▸ **Activity**
Each line of the data below that includes the string "webkit" must be copied.

─── Available records

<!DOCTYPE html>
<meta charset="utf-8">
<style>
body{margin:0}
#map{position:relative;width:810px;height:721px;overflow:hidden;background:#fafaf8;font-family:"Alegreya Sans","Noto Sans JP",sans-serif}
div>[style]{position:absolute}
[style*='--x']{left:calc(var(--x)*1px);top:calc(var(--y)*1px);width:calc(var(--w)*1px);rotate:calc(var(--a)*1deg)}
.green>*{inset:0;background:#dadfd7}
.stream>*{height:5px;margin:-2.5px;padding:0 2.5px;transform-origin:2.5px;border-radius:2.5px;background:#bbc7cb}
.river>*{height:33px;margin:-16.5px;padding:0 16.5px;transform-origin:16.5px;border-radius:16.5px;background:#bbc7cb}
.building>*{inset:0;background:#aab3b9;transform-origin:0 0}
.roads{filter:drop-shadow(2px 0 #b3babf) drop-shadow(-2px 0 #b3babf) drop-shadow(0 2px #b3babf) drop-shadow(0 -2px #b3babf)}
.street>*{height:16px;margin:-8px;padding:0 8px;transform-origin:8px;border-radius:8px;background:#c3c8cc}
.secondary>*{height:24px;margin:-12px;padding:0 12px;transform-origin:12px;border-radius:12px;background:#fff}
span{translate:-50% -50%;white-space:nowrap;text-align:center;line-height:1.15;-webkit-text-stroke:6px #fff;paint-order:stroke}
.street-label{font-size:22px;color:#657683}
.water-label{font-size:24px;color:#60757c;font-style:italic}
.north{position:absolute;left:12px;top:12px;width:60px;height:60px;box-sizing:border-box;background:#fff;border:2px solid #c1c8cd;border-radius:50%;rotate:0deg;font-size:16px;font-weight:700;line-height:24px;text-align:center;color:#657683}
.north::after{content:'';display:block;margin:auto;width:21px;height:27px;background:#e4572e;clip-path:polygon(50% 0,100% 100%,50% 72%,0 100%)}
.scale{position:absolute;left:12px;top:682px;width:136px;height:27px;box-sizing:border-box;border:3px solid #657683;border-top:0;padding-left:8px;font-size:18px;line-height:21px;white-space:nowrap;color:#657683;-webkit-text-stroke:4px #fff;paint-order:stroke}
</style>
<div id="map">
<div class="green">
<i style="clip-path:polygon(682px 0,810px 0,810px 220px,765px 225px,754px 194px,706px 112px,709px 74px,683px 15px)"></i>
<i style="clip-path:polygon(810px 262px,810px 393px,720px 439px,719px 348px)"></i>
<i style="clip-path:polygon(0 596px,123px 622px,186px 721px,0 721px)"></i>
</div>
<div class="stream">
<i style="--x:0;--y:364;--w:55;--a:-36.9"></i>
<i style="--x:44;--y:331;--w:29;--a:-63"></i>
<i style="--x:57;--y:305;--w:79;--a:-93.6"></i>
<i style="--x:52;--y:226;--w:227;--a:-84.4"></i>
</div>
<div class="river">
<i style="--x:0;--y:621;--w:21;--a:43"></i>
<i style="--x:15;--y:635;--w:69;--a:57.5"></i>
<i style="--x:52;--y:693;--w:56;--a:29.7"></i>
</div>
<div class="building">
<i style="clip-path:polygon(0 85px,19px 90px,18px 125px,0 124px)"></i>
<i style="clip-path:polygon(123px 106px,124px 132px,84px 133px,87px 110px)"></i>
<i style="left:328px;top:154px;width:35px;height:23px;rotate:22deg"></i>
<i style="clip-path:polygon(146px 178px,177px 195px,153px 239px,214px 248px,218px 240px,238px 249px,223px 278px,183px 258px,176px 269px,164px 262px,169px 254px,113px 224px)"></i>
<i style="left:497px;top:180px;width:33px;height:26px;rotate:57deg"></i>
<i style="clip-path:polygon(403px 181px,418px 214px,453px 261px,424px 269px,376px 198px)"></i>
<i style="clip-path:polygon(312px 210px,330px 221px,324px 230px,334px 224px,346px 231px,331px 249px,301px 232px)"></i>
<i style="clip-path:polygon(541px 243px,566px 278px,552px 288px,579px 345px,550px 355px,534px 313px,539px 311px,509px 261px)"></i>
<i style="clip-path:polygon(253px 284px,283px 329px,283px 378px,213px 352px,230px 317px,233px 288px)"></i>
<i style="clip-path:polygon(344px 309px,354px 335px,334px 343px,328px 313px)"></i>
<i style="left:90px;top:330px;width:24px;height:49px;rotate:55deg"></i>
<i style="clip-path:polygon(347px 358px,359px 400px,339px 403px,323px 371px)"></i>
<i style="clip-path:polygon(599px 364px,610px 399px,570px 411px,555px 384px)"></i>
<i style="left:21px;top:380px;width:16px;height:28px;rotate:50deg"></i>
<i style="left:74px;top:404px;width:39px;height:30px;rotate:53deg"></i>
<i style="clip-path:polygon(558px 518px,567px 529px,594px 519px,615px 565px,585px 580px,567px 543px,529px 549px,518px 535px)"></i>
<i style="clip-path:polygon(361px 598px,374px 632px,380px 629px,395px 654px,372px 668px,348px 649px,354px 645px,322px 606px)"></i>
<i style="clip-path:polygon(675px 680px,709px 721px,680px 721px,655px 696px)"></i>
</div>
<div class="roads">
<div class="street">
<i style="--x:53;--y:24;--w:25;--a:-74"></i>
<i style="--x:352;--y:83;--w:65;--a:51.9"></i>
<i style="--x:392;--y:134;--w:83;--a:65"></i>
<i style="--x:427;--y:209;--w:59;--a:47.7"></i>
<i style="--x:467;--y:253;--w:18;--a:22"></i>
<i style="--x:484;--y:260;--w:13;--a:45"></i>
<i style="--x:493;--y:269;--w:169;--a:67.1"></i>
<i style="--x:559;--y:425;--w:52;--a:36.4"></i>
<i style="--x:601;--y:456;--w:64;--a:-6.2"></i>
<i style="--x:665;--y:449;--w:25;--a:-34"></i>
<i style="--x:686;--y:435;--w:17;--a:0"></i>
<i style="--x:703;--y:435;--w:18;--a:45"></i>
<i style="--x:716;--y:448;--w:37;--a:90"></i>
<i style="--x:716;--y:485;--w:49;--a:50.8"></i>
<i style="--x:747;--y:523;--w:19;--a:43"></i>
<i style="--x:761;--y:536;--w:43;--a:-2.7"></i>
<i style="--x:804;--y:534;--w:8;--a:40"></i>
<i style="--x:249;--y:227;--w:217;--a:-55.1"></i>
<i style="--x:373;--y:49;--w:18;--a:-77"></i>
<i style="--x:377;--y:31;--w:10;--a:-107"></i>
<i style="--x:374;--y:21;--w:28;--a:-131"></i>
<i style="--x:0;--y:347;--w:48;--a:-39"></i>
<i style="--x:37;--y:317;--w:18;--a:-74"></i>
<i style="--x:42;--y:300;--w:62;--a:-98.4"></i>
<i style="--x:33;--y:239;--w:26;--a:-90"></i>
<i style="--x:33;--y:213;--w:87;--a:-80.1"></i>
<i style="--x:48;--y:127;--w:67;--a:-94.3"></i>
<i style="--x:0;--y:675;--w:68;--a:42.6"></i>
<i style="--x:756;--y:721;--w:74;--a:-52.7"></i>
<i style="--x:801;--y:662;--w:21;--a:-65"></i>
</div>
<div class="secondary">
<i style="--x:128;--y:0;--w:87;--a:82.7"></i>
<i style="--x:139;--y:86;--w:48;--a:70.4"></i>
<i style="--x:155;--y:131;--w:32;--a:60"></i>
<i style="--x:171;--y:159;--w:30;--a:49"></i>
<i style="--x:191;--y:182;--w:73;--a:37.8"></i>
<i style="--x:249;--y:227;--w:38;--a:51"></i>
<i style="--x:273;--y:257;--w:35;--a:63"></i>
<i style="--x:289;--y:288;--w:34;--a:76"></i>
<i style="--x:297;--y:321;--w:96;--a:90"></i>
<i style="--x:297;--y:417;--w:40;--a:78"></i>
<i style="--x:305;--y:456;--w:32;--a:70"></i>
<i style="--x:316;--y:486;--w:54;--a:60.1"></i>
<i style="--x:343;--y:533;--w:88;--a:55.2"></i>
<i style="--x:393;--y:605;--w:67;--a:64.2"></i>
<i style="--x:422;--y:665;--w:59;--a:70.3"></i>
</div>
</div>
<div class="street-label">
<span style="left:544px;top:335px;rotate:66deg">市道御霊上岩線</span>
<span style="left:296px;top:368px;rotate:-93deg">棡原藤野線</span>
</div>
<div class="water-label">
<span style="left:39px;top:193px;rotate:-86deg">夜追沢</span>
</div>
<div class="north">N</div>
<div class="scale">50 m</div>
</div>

──────

▸ **Task output**
span{translate:-50% -50%;white-space:nowrap;text-align:center;line-height:1.15;-webkit-text-stroke:6px #fff;paint-order:stroke}
.scale{position:absolute;left:12px;top:682px;width:136px;height:27px;box-sizing:border-box;border:3px solid #657683;border-top:0;padding-left:8px;font-size:18px;line-height:21px;white-space:nowrap;color:#657683;-webkit-text-stroke:4px #fff;paint-order:stroke}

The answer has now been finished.